March Update – More Changes & Challenges For Employers This year has been filled with changes and challenges for employers. This month is no exception. To assist you in navigating through these challenges, we offer brief, practical articles about the status of efforts to pass State and Federal legislation impacting the process of unionization and about the impact of the U.S. Supreme Court expansion of retaliation protection through its decision in Crawford v. Metropolitan Government of Nashville and Davidson Country, Tennessee. To further assist you, the Dunn Carney Labor and Employment Law Team is hosting a no-cost program Wednesday, March 18, 2009, from 7:30 a.m. to 9:30 a.m., at the Multnomah Athletic Club. We will address retaliation claim prevention in more detail and provide you tools you need to protect your organization, as well as provide information about the new COBRA requirements under the Stimulus Bill (“ARRA”). [Click here for program details and registration]. We hope to see you there! Unionization Update
Employee Free Choice Act We just learned that both the U.S. House and Senate will be presented with identical versions of the Employee Free Choice Act (“EFCA”) today, March 10, 2009. More information about the impact of EFCA can be found in our prior article on the topic, here. Oregon Senate Bill 519 The Oregon Senate is considering a bill that would severely chill the information employer’s may communicate with employees in the workplace. The Bill, SB 519, would prohibit employers from holding meetings on company time or otherwise communicating with employees about “religious or political matters.” These terms are defined very broadly and include communications to employees about unionization. An employee who prevails against the employer is entitled to reinstatement, back pay and shall be awarded treble damages, attorney fees and costs. Retaliation Protection Expanded by the Courts Over the past year, the U.S. Supreme Court has issued three significant decisions reinforcing employee protection against employer retaliation for asserting rights under various anti-discrimination laws. In January, the Court decided, in Crawford v. Metropolitan Government of Nashville and Davidson Country, Tennessee, that Title VII protects those employees who are interviewed during their employer’s internal investigations into allegations of sexual harassment or other unlawful discrimination. Under Title VII, employees are protected from retaliation for participating in a protected activity. Protected activity includes an employee’s opposition to an employer’s unlawful practices (“Opposition Clause”) or participation “in any manner in an investigation, proceeding, or hearing" under Title VII (“Participation Clause”).
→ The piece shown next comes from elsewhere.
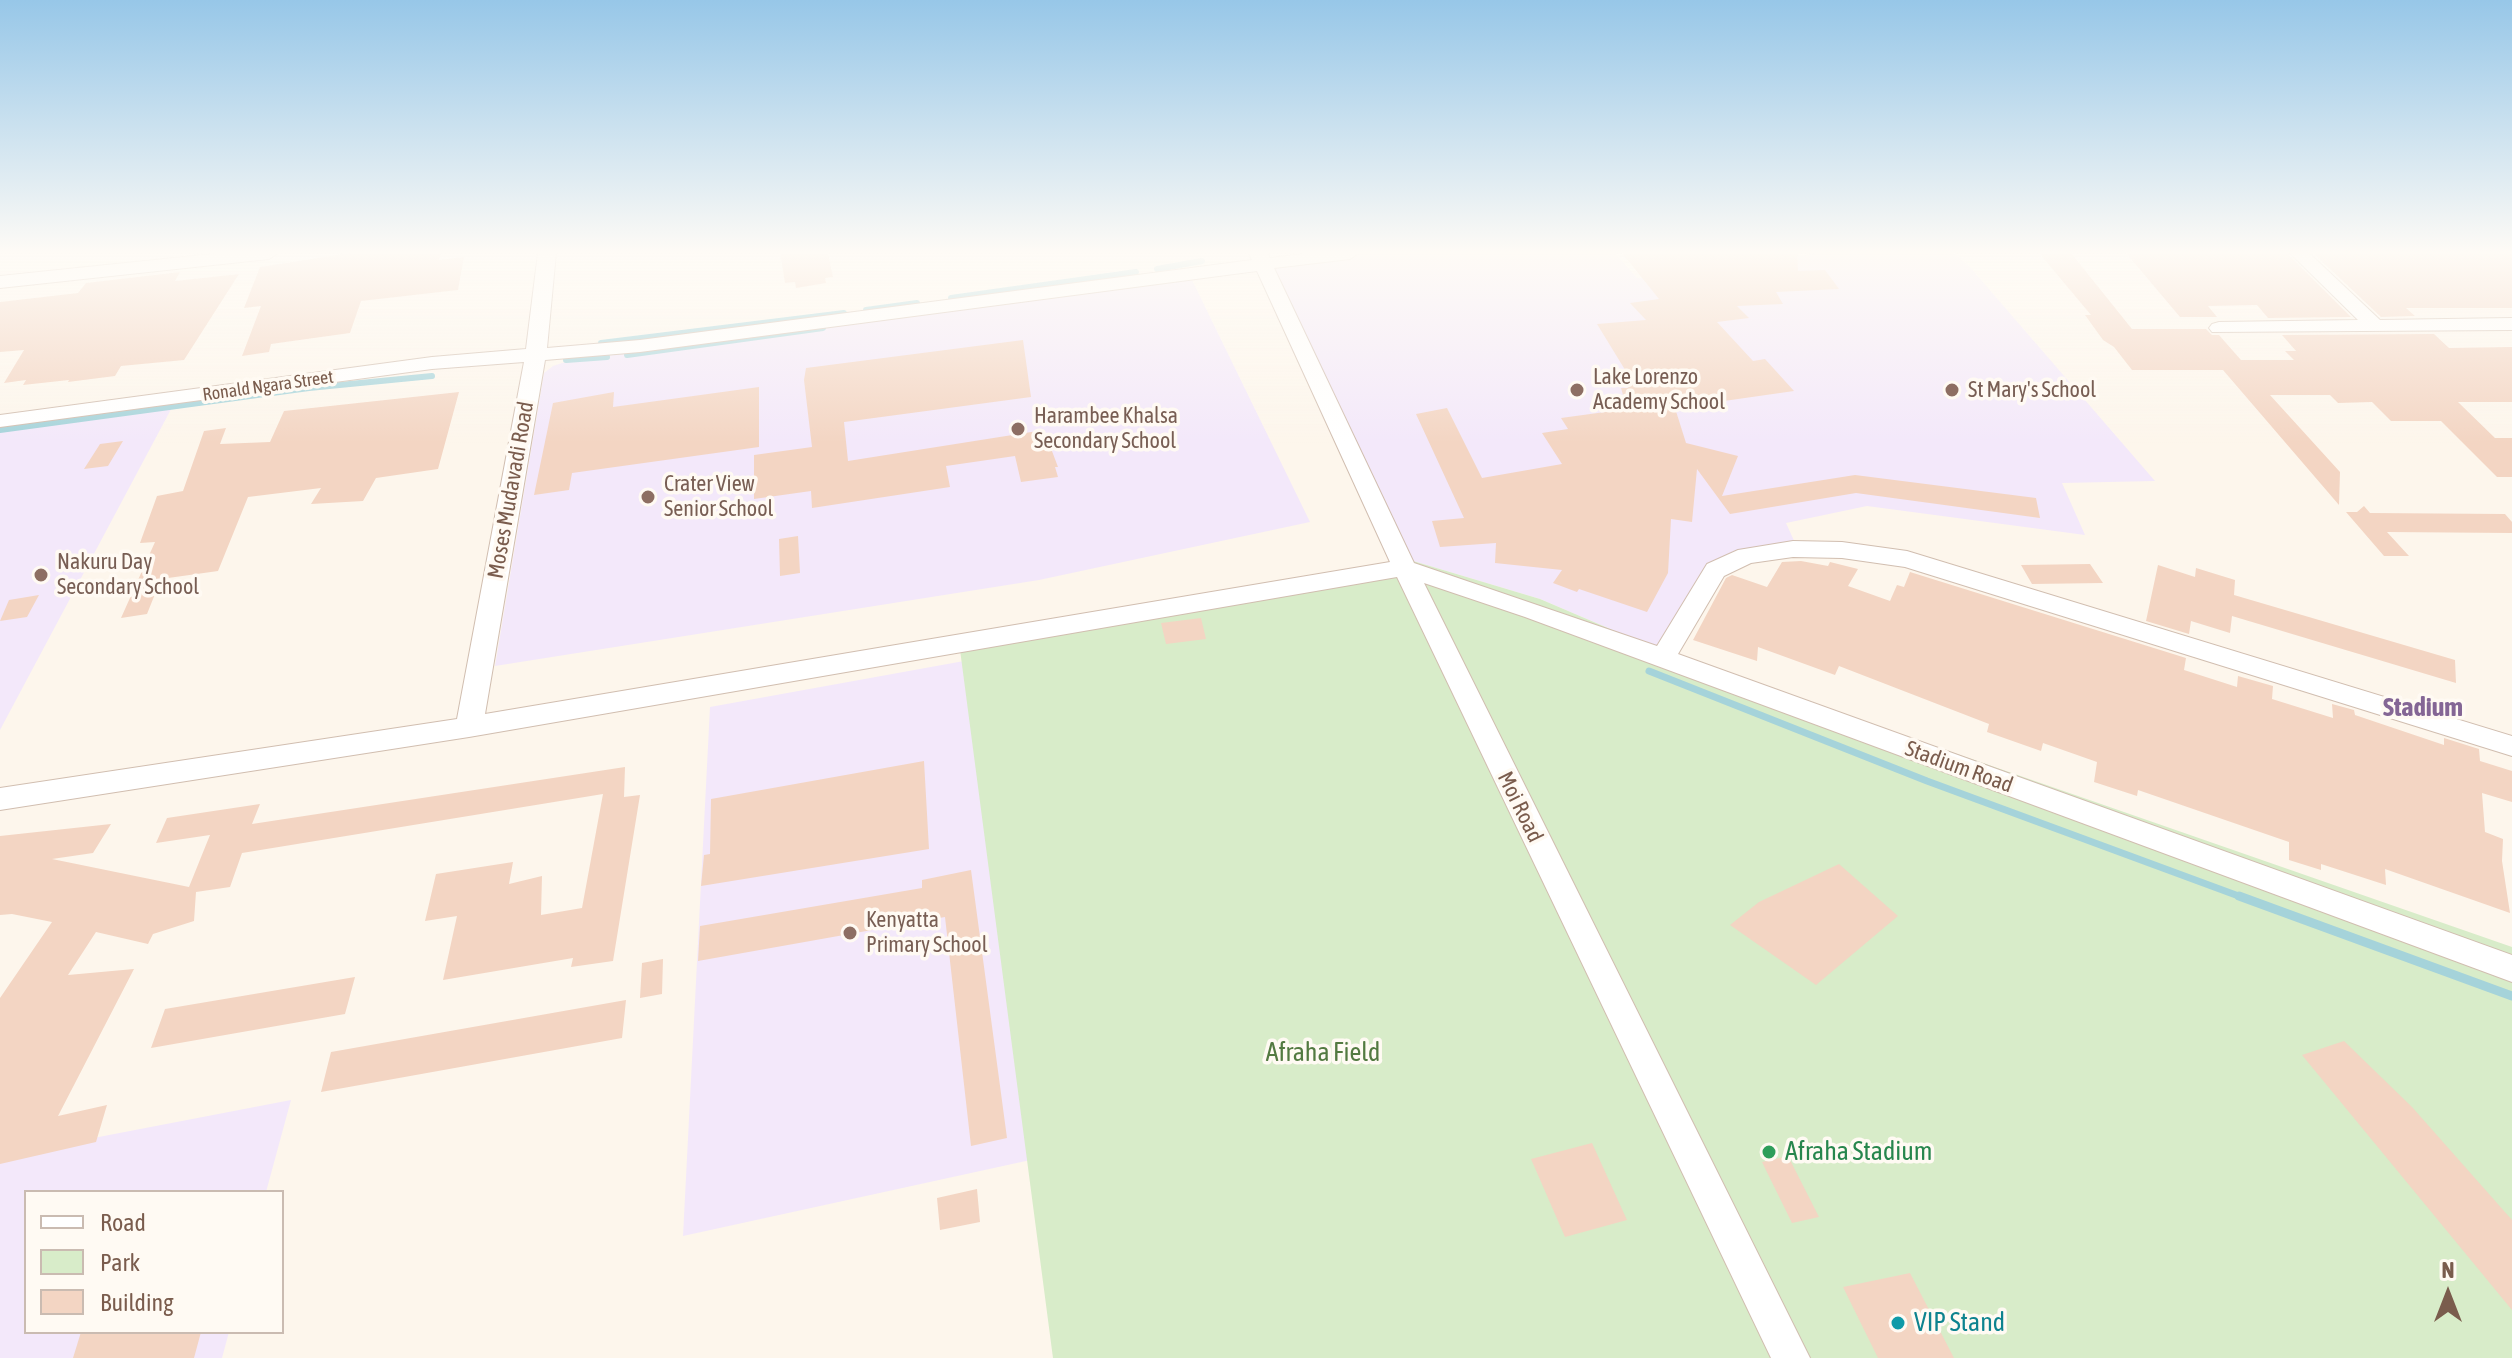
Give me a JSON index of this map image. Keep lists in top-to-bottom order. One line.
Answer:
{"streets":{"street":["Ronald Ngara Street","Moses Mudavadi Road","Stadium Road","Moi Road"]},"crossings":[["Ronald Ngara Street","Moses Mudavadi Road"],["Stadium Road","Moi Road"]],"districts":["Stadium"],"parks":["Afraha Field"],"places":["Lake Lorenzo Academy School","St Mary's School","Harambee Khalsa Secondary School","Crater View Senior School","Nakuru Day Secondary School","Kenyatta Primary School","Afraha Stadium","VIP Stand"],"legend":["Road","Park","Building"],"north":"top"}
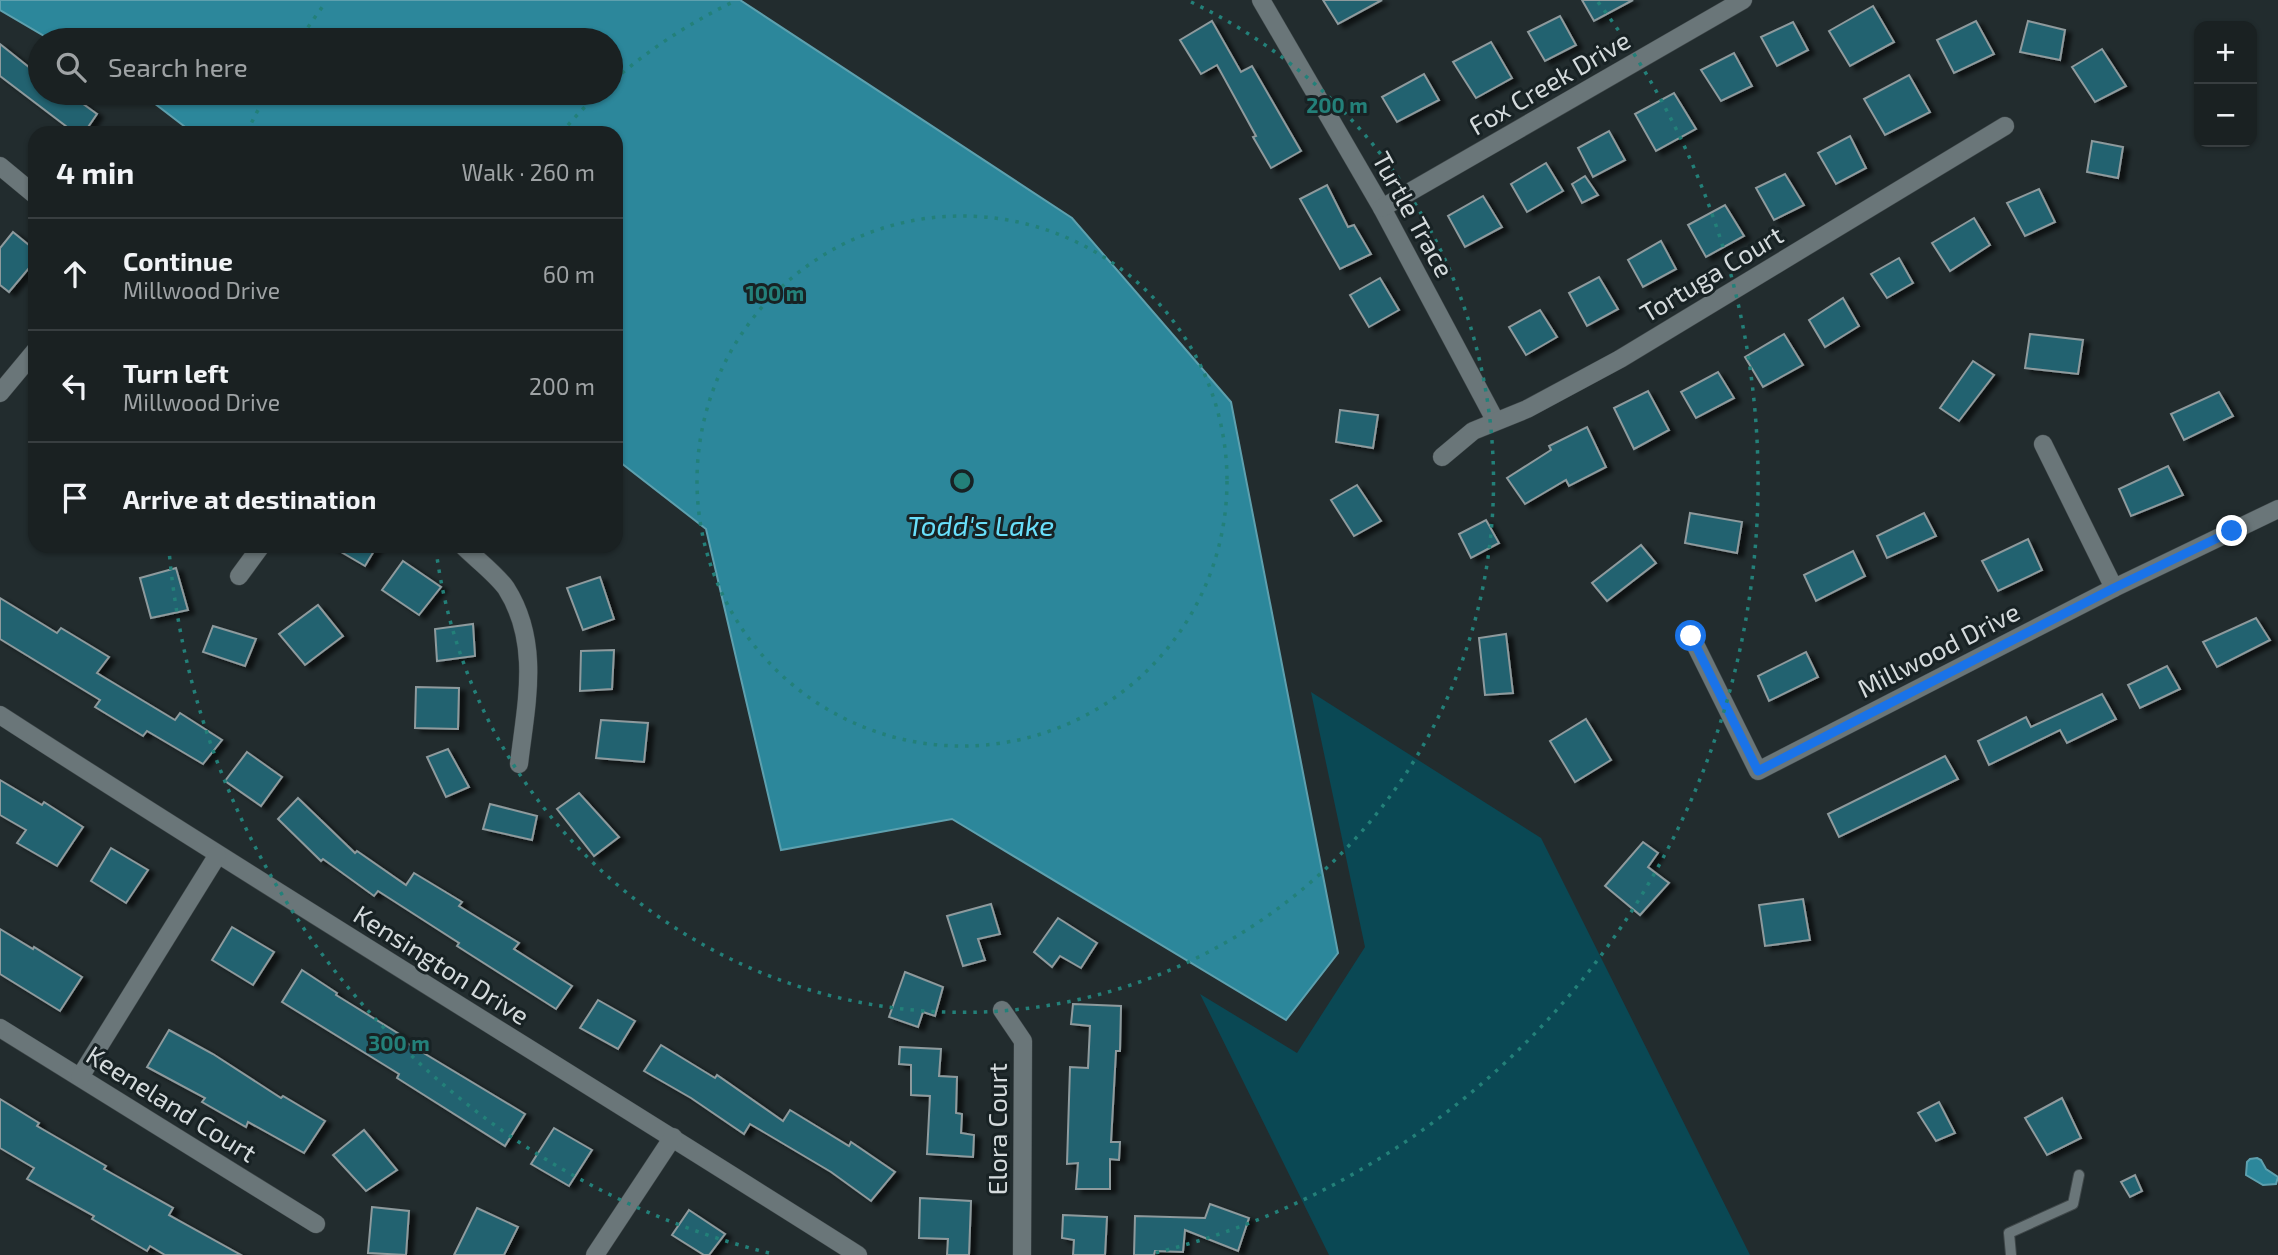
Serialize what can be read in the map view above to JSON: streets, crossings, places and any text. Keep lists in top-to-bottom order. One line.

In Crawford, the Supreme Court focused on the Opposition Clause when it held that minimal disclosure of alleged unlawful conduct, even when not initiated by the employee, can be enough to invoke retaliation protection. This is a significant departure from the prior case law of some circuits, and opens the door for similar, broad interpretation of the retaliation provisions of several other federal and state anti-retaliation statutes. For more detailed analysis of the Crawford decision and best practices for employers to adopt as part of their efforts to prevent and defend retaliation claims in light of Crawford¸ please click here for our white paper.
New Form I-9 Effective Date
We recently informed you of the new Form I‑9 along with its substantive changes- click here. As a reminder, the new Form I‑9 must be used as of April 2, 2009. The form will be made available on the USCIS web site, located here.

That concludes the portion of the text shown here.